Liberals call for G8 'value for money' audit

The auditor general didn't examine whether the $50 million spent in Muskoka delivered value for money. Now the Liberals want a second audit.
Money from a $50-million G8 legacy fund was used for a number of projects in former industry minister Tony Clement's Muskoka riding. (Adrian Wyld/Canadian Press)

A request for a second audit of the G8 legacy fund has been requested by Liberal MP John McCallum in a letter to the auditor general.

On June 9, interim auditor general John Wiersema released an audit from his office that questioned the lack of paperwork and supporting documentation to explain why $50 million allocated by Parliament to a border infrastructure fund was used instead for the government's G8 legacy fund.

The legacy fund was spent on 32 projects in then-industry minister Tony Clement's riding. No bureaucrats were involved in the decision making for those projects. Rather, the auditor general's audit found that the two ministers involved, Clement and then-infrastructure minister John Baird, made decisions on their own and without any paper trail.
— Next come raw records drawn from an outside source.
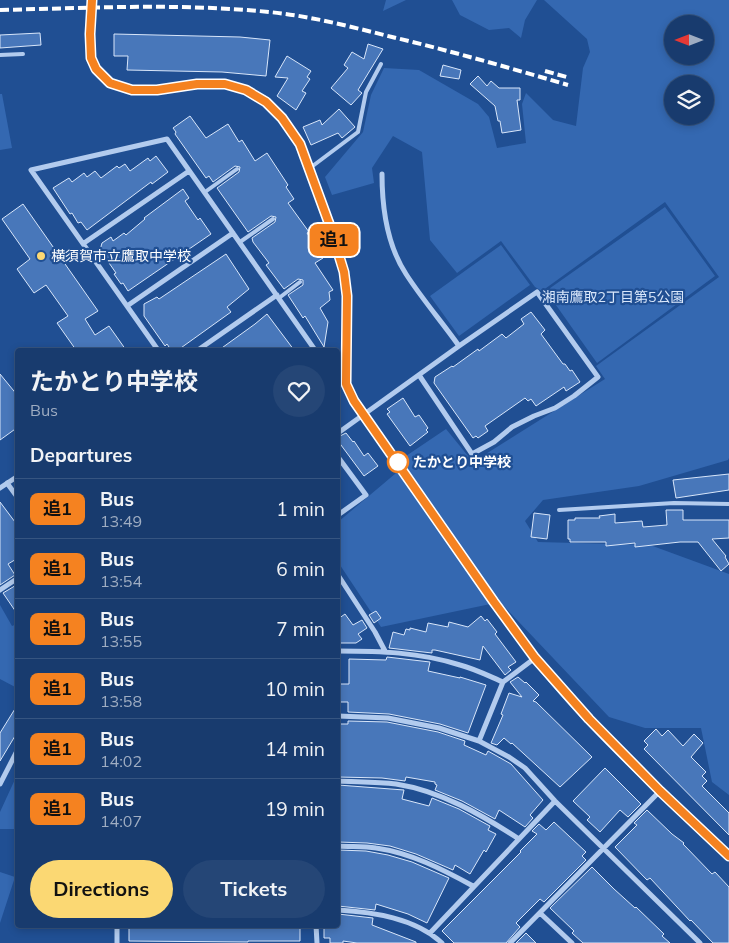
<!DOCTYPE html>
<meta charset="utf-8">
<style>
body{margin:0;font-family:Mulish,"Noto Sans JP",sans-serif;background:#254676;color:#f1f3f6;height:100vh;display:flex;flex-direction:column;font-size:19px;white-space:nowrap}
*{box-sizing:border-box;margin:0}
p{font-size:16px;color:#9fadc2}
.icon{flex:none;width:28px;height:28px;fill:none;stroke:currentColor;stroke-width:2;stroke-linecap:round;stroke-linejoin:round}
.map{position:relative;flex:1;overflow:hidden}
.drawer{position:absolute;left:15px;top:348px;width:325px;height:580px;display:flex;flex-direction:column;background:#183b6e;border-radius:5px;box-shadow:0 2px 8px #0003,0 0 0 1px #365581}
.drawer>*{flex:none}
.badge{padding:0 10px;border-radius:8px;font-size:18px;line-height:32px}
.needle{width:32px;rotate:270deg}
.controls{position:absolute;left:664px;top:15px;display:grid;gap:10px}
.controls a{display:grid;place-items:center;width:50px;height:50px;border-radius:50%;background:#183b6e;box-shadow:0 2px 8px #0003,0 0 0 1px #365581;font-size:25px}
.map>.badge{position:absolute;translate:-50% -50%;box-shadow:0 0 0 2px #fff}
h2{padding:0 15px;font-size:19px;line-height:45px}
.round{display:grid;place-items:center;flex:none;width:52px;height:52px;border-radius:26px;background:#254676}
.head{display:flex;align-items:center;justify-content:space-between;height:85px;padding:0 15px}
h1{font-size:24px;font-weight:700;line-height:38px}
.action{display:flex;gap:10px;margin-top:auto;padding:10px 15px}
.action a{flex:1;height:58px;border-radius:30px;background:#fbd873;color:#111;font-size:20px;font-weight:700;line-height:58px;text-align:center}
.action a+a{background:#254676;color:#f1f3f6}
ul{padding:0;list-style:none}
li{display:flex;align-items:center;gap:15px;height:60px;padding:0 15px;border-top:1px solid #365581}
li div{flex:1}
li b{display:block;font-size:19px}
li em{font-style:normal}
li .badge{min-width:55px;font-weight:700;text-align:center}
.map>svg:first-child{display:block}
.green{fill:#3468b1;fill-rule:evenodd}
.building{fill:#4877ba;stroke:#d8e6fa}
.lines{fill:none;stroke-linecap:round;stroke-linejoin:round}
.minor-tunnel{stroke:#4169a3;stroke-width:5;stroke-dasharray:5 2.5;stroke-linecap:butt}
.service{stroke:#b2cbee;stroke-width:4}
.minor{stroke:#b2cbee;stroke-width:5}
.tertiary{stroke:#b2cbee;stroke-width:9}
.rail{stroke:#fff;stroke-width:4;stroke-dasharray:9 4;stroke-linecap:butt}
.tertiary-bridge{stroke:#b2cbee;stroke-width:9}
.line-casing{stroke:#fff;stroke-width:11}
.line{stroke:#f58220;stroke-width:8}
.poi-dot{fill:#fbd873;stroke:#204f93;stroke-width:2}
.stop-dot{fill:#fff;stroke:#f58220;stroke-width:2.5}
.labels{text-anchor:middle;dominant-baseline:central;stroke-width:4.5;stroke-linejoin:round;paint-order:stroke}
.poi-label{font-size:14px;fill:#fff;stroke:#204f93;text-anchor:start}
.park-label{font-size:14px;fill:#d8e6fa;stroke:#204f93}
.stop-label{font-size:14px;font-weight:bold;fill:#fff;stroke:#204f93;text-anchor:start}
</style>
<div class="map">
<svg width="729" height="943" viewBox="0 0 729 943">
<rect width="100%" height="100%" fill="#204f93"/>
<path class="green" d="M386,0H406L383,11Z
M452,0H537L525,20L521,38L509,28L489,30L460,15Z
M544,0H729V458L728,460L639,486L543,500L525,521L538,542L650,545L729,574V795L712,782L701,728H645L609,717L500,602L381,627L338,562V522L402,468L406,456L446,429L473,462L605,379L596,366L719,277L665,202L542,291L535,287L501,241L457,273L430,240L422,152L393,136L372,168L374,183L332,195L325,177L363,132L371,95L384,68L419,70L478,104L489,117L497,148L526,143L522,104L526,93L553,120L576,126L583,68L590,52L587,39ZM672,24H705V56H672ZM672,84H705V116H672Z
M0,94H2L12,148L0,150Z
M665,207L715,276L597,363L546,291Z
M501,245L530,285L459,336L430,296Z
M0,605L12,626L17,624V688L0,679Z
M17,775V829H0V812Z
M0,872L15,877L0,923Z"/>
<path class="building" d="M40,33L41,45L0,48V35Z
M114,34L240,37L270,40L266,76L222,72L127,70L128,56H114Z
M368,44L383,49L358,90L362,93L351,105L331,88L348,68L344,65L352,52L364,59Z
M287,56L311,71L307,77L310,79L302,91L306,93L296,110L277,96L288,78L275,77Z
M443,65L461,70L459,79L440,76Z
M478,76L487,86L491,81L499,88H520V100H517L521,130L502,133L500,121H498L495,106L470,84Z
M339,109L355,127L342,138L338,133L311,145L303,127L320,120L322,125Z
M190,116L206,138L228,124L239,142L242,140L255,161L267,153L288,185L286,187L294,199L288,203L309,232L307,233L323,258L315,263L333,290L329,292L330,300L320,308L328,322L324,347L305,316L303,318L288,295L303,285V280L298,279L284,289L266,265L269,263L253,242L252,238L275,222L276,217L271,216L248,232L217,188L239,172L240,167L235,166L213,182L209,176L206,178L175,134L176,132L173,128Z
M156,156L168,172L152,184L151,182L87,230L81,222L78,223L72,213L70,214L53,188L69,178L72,182L84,173L87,177L95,171L101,178L117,166L119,168L125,164L130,171L148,158L150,161Z
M183,189L189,198L185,201L198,220L200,218L211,234L128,291L123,283L121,284L114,274L116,273L100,250L102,243L111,237L113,241L124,233L126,235L145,219L144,218Z
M23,204L98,311L85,319L95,335L109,326L126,350H76L57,323L68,316L46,285L34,293L17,269L30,259L2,219Z
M226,254L249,289L227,307L231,312L178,350H171L167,344L165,346L144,316V304L157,297L159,299Z
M531,312L545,330L541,334L563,364H565L570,371L572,370L580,382L566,391L564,387L536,406L531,399L528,401L525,398L485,426L488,431L478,438L476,436L473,438L434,383L435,377L452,366L453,367L478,349L479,351L502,334L506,338L524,324L521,319Z
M267,314L294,350H219L255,324Z
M0,374L18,396V427L0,440Z
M403,398L415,417L419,415L428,428L426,430L428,432L410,446L387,414L390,412L387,409Z
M346,433L353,442L354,441L364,456L368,453L378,466L364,476L338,441V437Z
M729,474V490L676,498L673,480Z
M0,502L18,526V558L8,564L15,575L0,585Z
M666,510H683V520H729V538L712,539L726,556L725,557L729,564L721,571L698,542H680L635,547V543L606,546V542H570V539H568V520H575V518H600L599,516L615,514V523L642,521L643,527L667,525Z
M534,513L550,515L547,539L531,537Z
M18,584V615L3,593Z
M376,611L381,618L374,623L369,615Z
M345,614L353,625L362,620L367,628L358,634L362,639L356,643H338V619Z
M481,616L485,621L487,619L497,632L495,634L516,662L508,667L511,670L505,675L483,646L480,660L435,650H432V653L389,648L393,632L404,635L406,629L410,630V628L426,632L428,623L448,627L449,622L468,627Z
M387,657L430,662L428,671L460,678V677L486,685L468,733L440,724L389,714L348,712V702H338V684H349V659L386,660Z
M518,677L525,683L526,682L539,695L533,701L536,702L592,757L560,787L512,743L511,744L504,738L497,745L491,743L503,715L501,714L509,693L522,697L510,682Z
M18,704V731L0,761V733Z
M348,721L387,722L438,732L465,741L464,745L486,755L488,751L511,764L543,800L530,815L533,818L525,827L499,810L495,819L462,801L435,790L437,785L435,784V782L406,777L405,781L382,778L338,777V724H348Z
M656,729L662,736L668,730L683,746L694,734L703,743L691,757L706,772L702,776L707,781L702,786L729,813V835L644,749L648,745L644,741Z
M605,768L641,804L628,817L620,810L600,832L587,820L590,817L573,801Z
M338,785L404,790L402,799L429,806L432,798L459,809L488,825L490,826L488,830L496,834L486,852L484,850L470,874L455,865L453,870L416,854L390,846L367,843L338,842Z
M647,810L672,834L684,843L683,844L712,874L715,872L729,887V943H713L691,920L690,921L650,878L647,880L615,847L637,825L634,823Z
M554,822L586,852L582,856L586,860L544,902L540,899L516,923L520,927L506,943H454L442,931L521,852L520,851L537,834L532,831L539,824L546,830Z
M338,850L366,851L388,855L412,862L449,878L427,923L408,914L376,904L375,910L338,906Z
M592,867L614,889L635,908L636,907L664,934L662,936L670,943H583L572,933L574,931L550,908Z
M338,914L373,918L372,925L416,942V943H357L343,941V943H330V938H324V925H338Z
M129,925H300V941H248V942L129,941Z
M526,933L536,943H516Z"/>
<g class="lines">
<path class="minor-tunnel" d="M400,466L494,603"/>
<path class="service" d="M0,55L23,54
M310,168L358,132L366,92L381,64
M205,192L237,169
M240,242L273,219
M279,298L300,282
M559,510L674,503L729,504"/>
<path class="minor" d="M382,174C382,208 387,245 406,274C422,299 442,322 459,346
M84,243L189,171
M127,306L233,233
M158,350L31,170L167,139L315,350
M198,350L277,295
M338,433L459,346L537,292L598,377L574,396L555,408L534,416L512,427L494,442L472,454L419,375
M338,457L366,495L338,515
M7,483L18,498
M0,488L18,476
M338,575L375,632L385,651
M0,590L18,578
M338,651C379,651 419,652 460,665C475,669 489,676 503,682
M338,716L388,718L439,728L479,741L509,757L525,768L555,801L700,943
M479,741L503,682L535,658
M338,781C357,782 377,782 396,784C441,791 482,815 519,839
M0,784L18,749
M338,846C350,847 364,846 376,848C411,853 442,869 473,886
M338,910C373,912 415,918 442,943
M540,913L572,943
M316,925L317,943
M430,933L555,801
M117,943V925
M510,943L660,791"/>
<path class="tertiary" d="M90,33L91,58L96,69L110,83L132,90H157L197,84H225L246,90L267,102L282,118L300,144L330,226L344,272L347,296L346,384L354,401L400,466
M494,603C508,621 521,640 535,658C592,730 662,793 729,856"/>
<path class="rail" d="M0,10C90,8 180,3 269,12C311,16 352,27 392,37C451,51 510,68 568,85
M545,71L570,78"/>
<path class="tertiary-bridge" d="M90,33L92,0"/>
</g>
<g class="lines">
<defs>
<path id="line" d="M92,0L90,34L91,58L96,69L110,83L132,90H157L197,84H225L246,90L266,102L282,118L300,144L330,226L344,272L347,296L346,384L354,401L494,602L535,658L589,719L660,791L729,856"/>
</defs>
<use href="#line" class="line-casing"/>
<use href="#line" class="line"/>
</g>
<circle class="poi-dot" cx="41" cy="256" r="5"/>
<circle class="stop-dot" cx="398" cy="462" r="10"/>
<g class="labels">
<g class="poi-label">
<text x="51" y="256">横須賀市立鷹取中学校</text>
</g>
<g class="park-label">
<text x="613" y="297">湘南鷹取2丁目第5公園</text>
</g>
<g class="stop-label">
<text x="413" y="462">たかとり中学校</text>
</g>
</g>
</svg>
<div class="controls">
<a><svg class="needle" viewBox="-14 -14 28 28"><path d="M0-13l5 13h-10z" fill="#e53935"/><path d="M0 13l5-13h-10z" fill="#9fadc2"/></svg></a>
<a><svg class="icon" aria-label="layers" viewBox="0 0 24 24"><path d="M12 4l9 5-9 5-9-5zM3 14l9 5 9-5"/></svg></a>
</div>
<b class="badge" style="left:334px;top:240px;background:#f58220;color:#111">追1</b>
<section class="drawer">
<div class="head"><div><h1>たかとり中学校</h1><p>Bus</p></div><a class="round"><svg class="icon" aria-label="heart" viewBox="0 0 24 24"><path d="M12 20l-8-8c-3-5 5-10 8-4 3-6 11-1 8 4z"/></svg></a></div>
<h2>Departures</h2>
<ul>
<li><span class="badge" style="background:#f58220;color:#111">追1</span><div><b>Bus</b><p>13:49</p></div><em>1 min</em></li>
<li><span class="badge" style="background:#f58220;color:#111">追1</span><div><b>Bus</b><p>13:54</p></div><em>6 min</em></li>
<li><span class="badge" style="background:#f58220;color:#111">追1</span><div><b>Bus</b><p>13:55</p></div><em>7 min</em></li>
<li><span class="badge" style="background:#f58220;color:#111">追1</span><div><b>Bus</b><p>13:58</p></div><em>10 min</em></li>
<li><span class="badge" style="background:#f58220;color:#111">追1</span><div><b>Bus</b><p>14:02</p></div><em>14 min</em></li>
<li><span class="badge" style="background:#f58220;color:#111">追1</span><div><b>Bus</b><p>14:07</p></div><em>19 min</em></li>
</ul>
<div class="action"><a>Directions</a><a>Tickets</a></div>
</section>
</div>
The auditor general's audit explicitly avoided the question of "value for money," or whether the projects constituted not just legal or permissible, but effective government spending.

Now McCallum wants the auditor general to have a second look at the G8 legacy fund projects to evaluate whether they achieved any objectives related to the border infrastructure fund, or the G8 summit held in Muskoka in June 2010.

"A value for money audit would provide Canadians with an accurate picture of how each of the 32 far-flung  projects, such as the gazebo in Sundridge, Ont., and the washrooms in Baysville, Ont., achieved the intended purpose of supporting the G8 summit which was held at a summit site which in some cases was up to 100 kilometres away," McCallum's letter says.

In the letter, he goes on to cite the stated criteria for the border infrastructure fund and notes that the 32 projects appear to have "little, if anything" to do with those objectives and criteria.

"A value for money audit by your office is the only way for Parliamentarians to know for sure if the millions of dollars they authorized for the Border Infrastructure Fund provided good value for money to taxpayers," McCallum's letter concludes.

RCMP hasn't interviewed Clement

On Tuesday, the RCMP confirmed that the force is considering whether to formally investigate allegations about the misappropriation of G8 legacy funds. Former Liberal MP Marlene Jennings wrote to the director of public prosecutions in April, during the last federal election campaign, requesting a police investigation.

Speaking to reporters Wednesday, Tony Clement, who is now treasury board president, said that the RCMP hasn't contacted him. He dismissed as speculative a question about whether he would co-operate with a potential investigation, but acknowledged that the RCMP was obliged to followup after receiving the complaint from Jennings.

On Tuesday in the House of Commons, Foreign Affairs Minister John Baird called NDP questions about the G8 legacy fund a "public relations stunt."

On Wednesday, Clement accused the Liberals of being "complicit in the PR stunt."

In question period, interim Liberal Leader Bob Rae called the G8 spending the "Muskoka slush fund" and asked the prime minister to explain the lack of documentation around the projects. Rae added that in the private sector an official who made these kind of decisions would be fired, not promoted as Clement is perceived to have been in the May cabinet shuffle.

"Notwithstanding some of the process problems, this money was spent on 32 public infrastructure projects, all promoted by local municipalities," Harper responded. "All the money's accounted for and those projects will serve those communities well into the future."

NDP critic Charlie Angus also continued his ongoing and colourful attack on Clement, continuing to urge him to "come clean" despite the fact that Baird continues to answer most of the questions in the House of Commons about the G8 legacy fund.

"He sits there day after day hiding under his desk like 'Mini-Me,'" Angus charged, pointing across the aisle at Clement. "That is insulting to the people of Canada."

Baird criticized Angus for not following NDP Leader Jack Layton's call for more civil behaviour in the House of Commons.